═══ Supplied data ═══
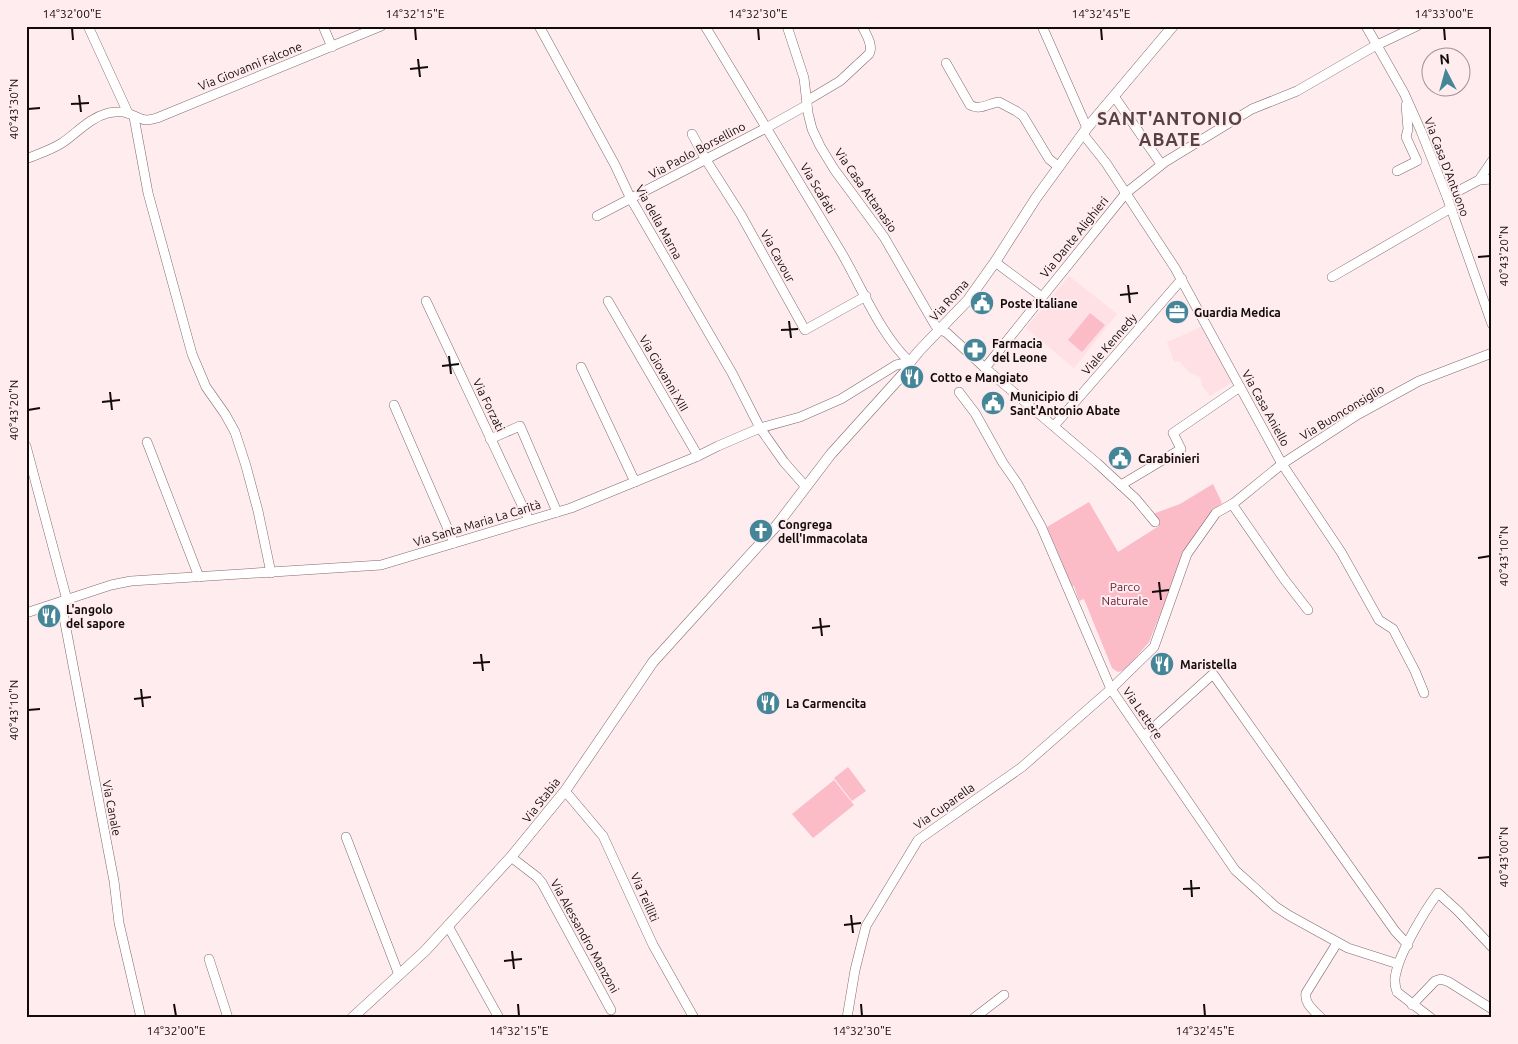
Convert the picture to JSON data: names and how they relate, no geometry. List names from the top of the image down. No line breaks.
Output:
{"streets":{"main road":["Via Roma","Via Stabia"],"street":["Via Giovanni Falcone","Via Paolo Borsellino","Via Casa D'Antuono","Via Scafati","Via Casa Attanasio","Via della Marna","Via Dante Alighieri","Via Cavour","Viale Kennedy","Via Giovanni XIII","Via Forzati","Via Casa Aniello","Via Buonconsiglio","Via Santa Maria La Carità","Via Lettere","Via Cuparella","Via Canale","Via Teilliti","Via Alessandro Manzoni"]},"crossings":[["Via Paolo Borsellino","Via Scafati"],["Via Paolo Borsellino","Via Casa Attanasio"],["Via Paolo Borsellino","Via della Marna"],["Via Paolo Borsellino","Via Cavour"],["Via Casa D'Antuono","Via Dante Alighieri"],["Via Scafati","Via Cavour"],["Via Scafati","Via Roma"],["Via Scafati","Via Santa Maria La Carità"],["Via Casa Attanasio","Via Roma"],["Via della Marna","Via Roma"],["Via della Marna","Via Santa Maria La Carità"],["Via Dante Alighieri","Via Casa Aniello"],["Via Roma","Via Casa Aniello"],["Via Roma","Via Santa Maria La Carità"],["Via Roma","Via Stabia"],["Viale Kennedy","Via Casa Aniello"],["Via Giovanni XIII","Via Santa Maria La Carità"],["Via Forzati","Via Santa Maria La Carità"],["Via Casa Aniello","Via Buonconsiglio"],["Via Buonconsiglio","Via Lettere"],["Via Buonconsiglio","Via Cuparella"],["Via Santa Maria La Carità","Via Canale"],["Via Lettere","Via Cuparella"],["Via Stabia","Via Teilliti"],["Via Stabia","Via Alessandro Manzoni"]],"districts":["SANT'ANTONIO ABATE"],"parks":["Parco Naturale"],"places":{"public building":["Poste Italiane","Municipio di Sant'Antonio Abate","Carabinieri"],"office":["Guardia Medica"],"pharmacy":["Farmacia del Leone"],"restaurant":["Cotto e Mangiato","L'angolo del sapore","Maristella","La Carmencita"],"church":["Congrega dell'Immacolata"]},"north":"top","coordinates":["14°32'00\"E","14°32'15\"E","14°32'30\"E","14°32'45\"E","14°33'00\"E","40°43'30\"N","40°43'20\"N","40°43'10\"N","40°43'00\"N"]}
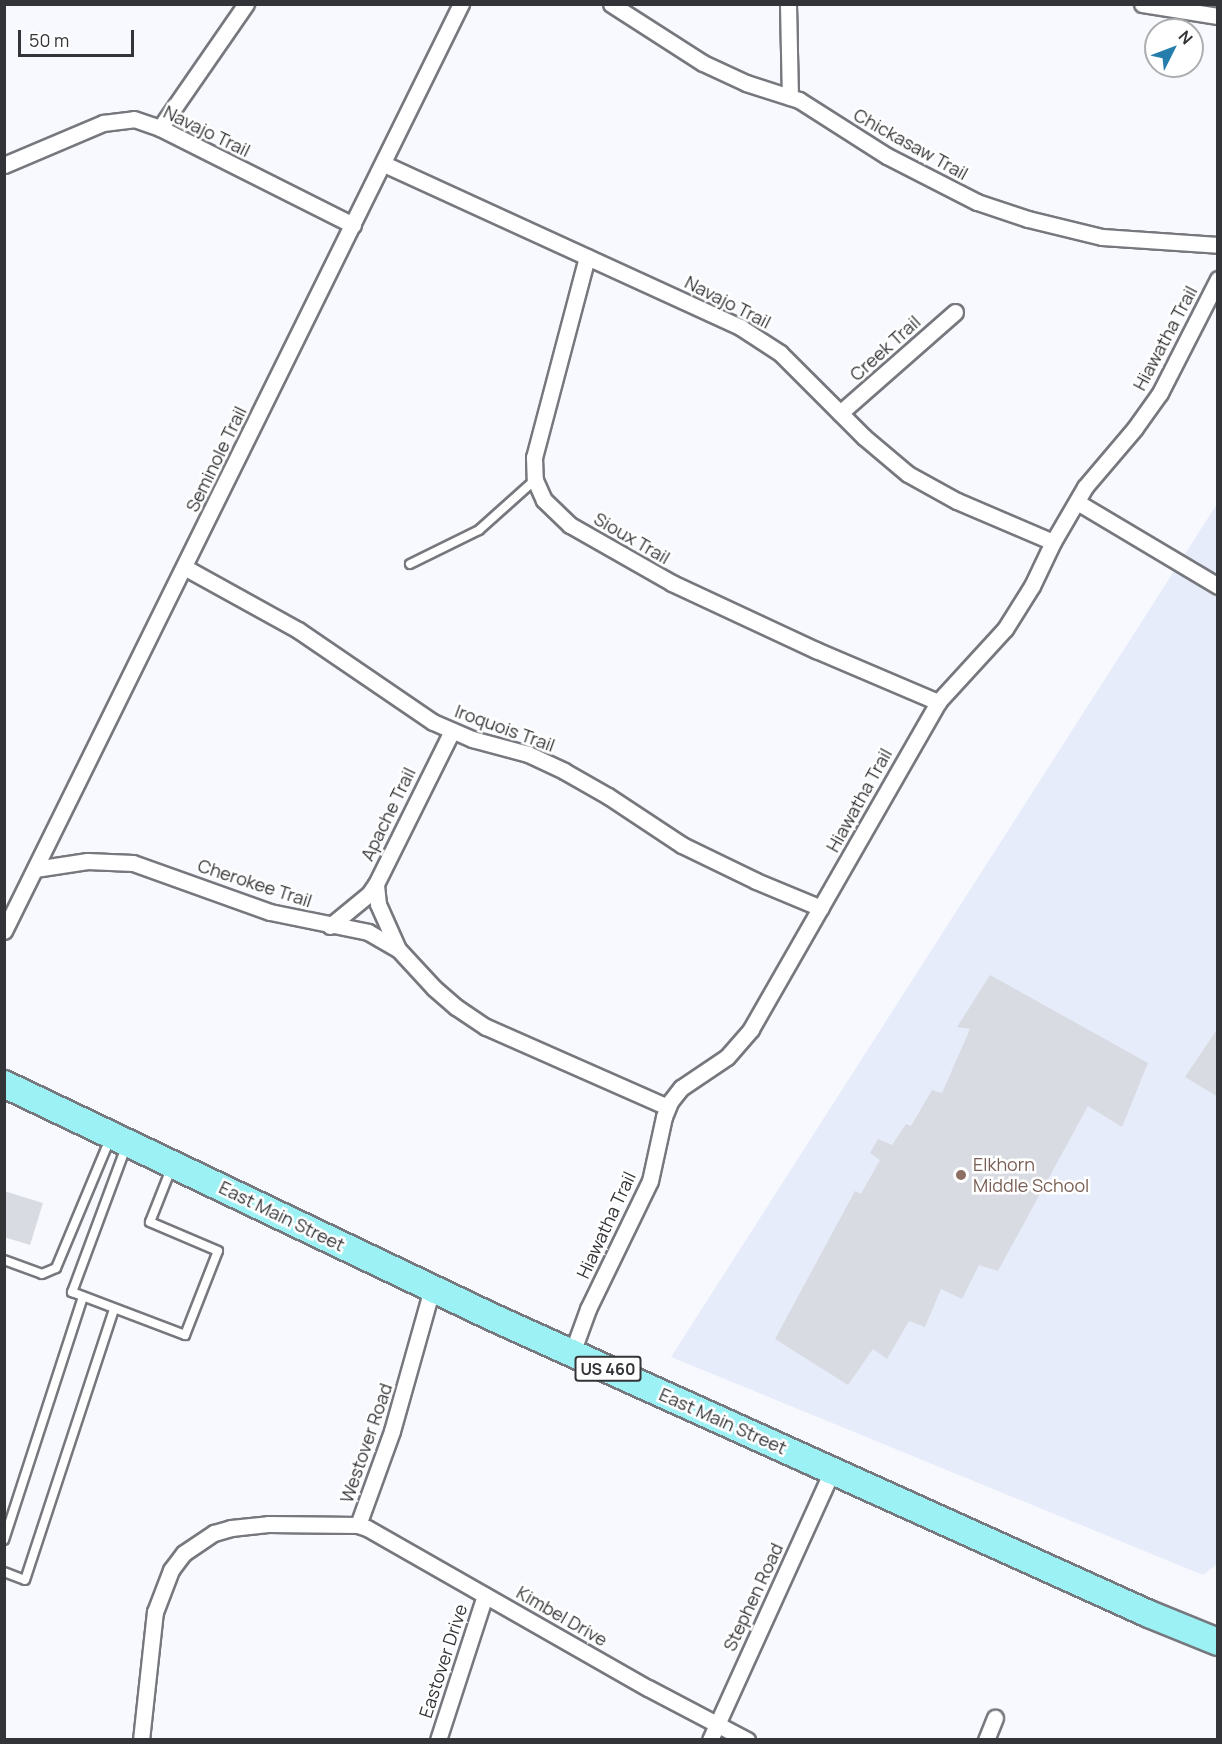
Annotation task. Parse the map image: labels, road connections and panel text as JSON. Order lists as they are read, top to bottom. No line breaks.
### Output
{"streets":{"main road":["East Main Street","US 460"],"street":["Navajo Trail","Chickasaw Trail","Hiawatha Trail","Creek Trail","Seminole Trail","Sioux Trail","Iroquois Trail","Apache Trail","Cherokee Trail","Westover Road","Stephen Road","Kimbel Drive","Eastover Drive"]},"crossings":[["Navajo Trail","Hiawatha Trail"],["Navajo Trail","Creek Trail"],["Navajo Trail","Seminole Trail"],["Hiawatha Trail","Sioux Trail"],["Hiawatha Trail","Iroquois Trail"],["Hiawatha Trail","Cherokee Trail"],["Hiawatha Trail","East Main Street"],["Seminole Trail","Iroquois Trail"],["Seminole Trail","Cherokee Trail"],["Iroquois Trail","Apache Trail"],["Apache Trail","Cherokee Trail"],["East Main Street","Westover Road"],["East Main Street","Stephen Road"],["Westover Road","Kimbel Drive"],["Stephen Road","Kimbel Drive"],["Kimbel Drive","Eastover Drive"]],"places":["Elkhorn Middle School"],"scale_bar":"50 m","north":"top right"}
═══
→ Activity:
Return the lines above exactly; the images are not part of the copy.

→ Solution for this task:
Convert the picture to JSON data: names and how they relate, no geometry. List names from the top of the image down. No line breaks.
Output:
{"streets":{"main road":["Via Roma","Via Stabia"],"street":["Via Giovanni Falcone","Via Paolo Borsellino","Via Casa D'Antuono","Via Scafati","Via Casa Attanasio","Via della Marna","Via Dante Alighieri","Via Cavour","Viale Kennedy","Via Giovanni XIII","Via Forzati","Via Casa Aniello","Via Buonconsiglio","Via Santa Maria La Carità","Via Lettere","Via Cuparella","Via Canale","Via Teilliti","Via Alessandro Manzoni"]},"crossings":[["Via Paolo Borsellino","Via Scafati"],["Via Paolo Borsellino","Via Casa Attanasio"],["Via Paolo Borsellino","Via della Marna"],["Via Paolo Borsellino","Via Cavour"],["Via Casa D'Antuono","Via Dante Alighieri"],["Via Scafati","Via Cavour"],["Via Scafati","Via Roma"],["Via Scafati","Via Santa Maria La Carità"],["Via Casa Attanasio","Via Roma"],["Via della Marna","Via Roma"],["Via della Marna","Via Santa Maria La Carità"],["Via Dante Alighieri","Via Casa Aniello"],["Via Roma","Via Casa Aniello"],["Via Roma","Via Santa Maria La Carità"],["Via Roma","Via Stabia"],["Viale Kennedy","Via Casa Aniello"],["Via Giovanni XIII","Via Santa Maria La Carità"],["Via Forzati","Via Santa Maria La Carità"],["Via Casa Aniello","Via Buonconsiglio"],["Via Buonconsiglio","Via Lettere"],["Via Buonconsiglio","Via Cuparella"],["Via Santa Maria La Carità","Via Canale"],["Via Lettere","Via Cuparella"],["Via Stabia","Via Teilliti"],["Via Stabia","Via Alessandro Manzoni"]],"districts":["SANT'ANTONIO ABATE"],"parks":["Parco Naturale"],"places":{"public building":["Poste Italiane","Municipio di Sant'Antonio Abate","Carabinieri"],"office":["Guardia Medica"],"pharmacy":["Farmacia del Leone"],"restaurant":["Cotto e Mangiato","L'angolo del sapore","Maristella","La Carmencita"],"church":["Congrega dell'Immacolata"]},"north":"top","coordinates":["14°32'00\"E","14°32'15\"E","14°32'30\"E","14°32'45\"E","14°33'00\"E","40°43'30\"N","40°43'20\"N","40°43'10\"N","40°43'00\"N"]}
Annotation task. Parse the map image: labels, road connections and panel text as JSON. Order lists as they are read, top to bottom. No line breaks.
### Output
{"streets":{"main road":["East Main Street","US 460"],"street":["Navajo Trail","Chickasaw Trail","Hiawatha Trail","Creek Trail","Seminole Trail","Sioux Trail","Iroquois Trail","Apache Trail","Cherokee Trail","Westover Road","Stephen Road","Kimbel Drive","Eastover Drive"]},"crossings":[["Navajo Trail","Hiawatha Trail"],["Navajo Trail","Creek Trail"],["Navajo Trail","Seminole Trail"],["Hiawatha Trail","Sioux Trail"],["Hiawatha Trail","Iroquois Trail"],["Hiawatha Trail","Cherokee Trail"],["Hiawatha Trail","East Main Street"],["Seminole Trail","Iroquois Trail"],["Seminole Trail","Cherokee Trail"],["Iroquois Trail","Apache Trail"],["Apache Trail","Cherokee Trail"],["East Main Street","Westover Road"],["East Main Street","Stephen Road"],["Westover Road","Kimbel Drive"],["Stephen Road","Kimbel Drive"],["Kimbel Drive","Eastover Drive"]],"places":["Elkhorn Middle School"],"scale_bar":"50 m","north":"top right"}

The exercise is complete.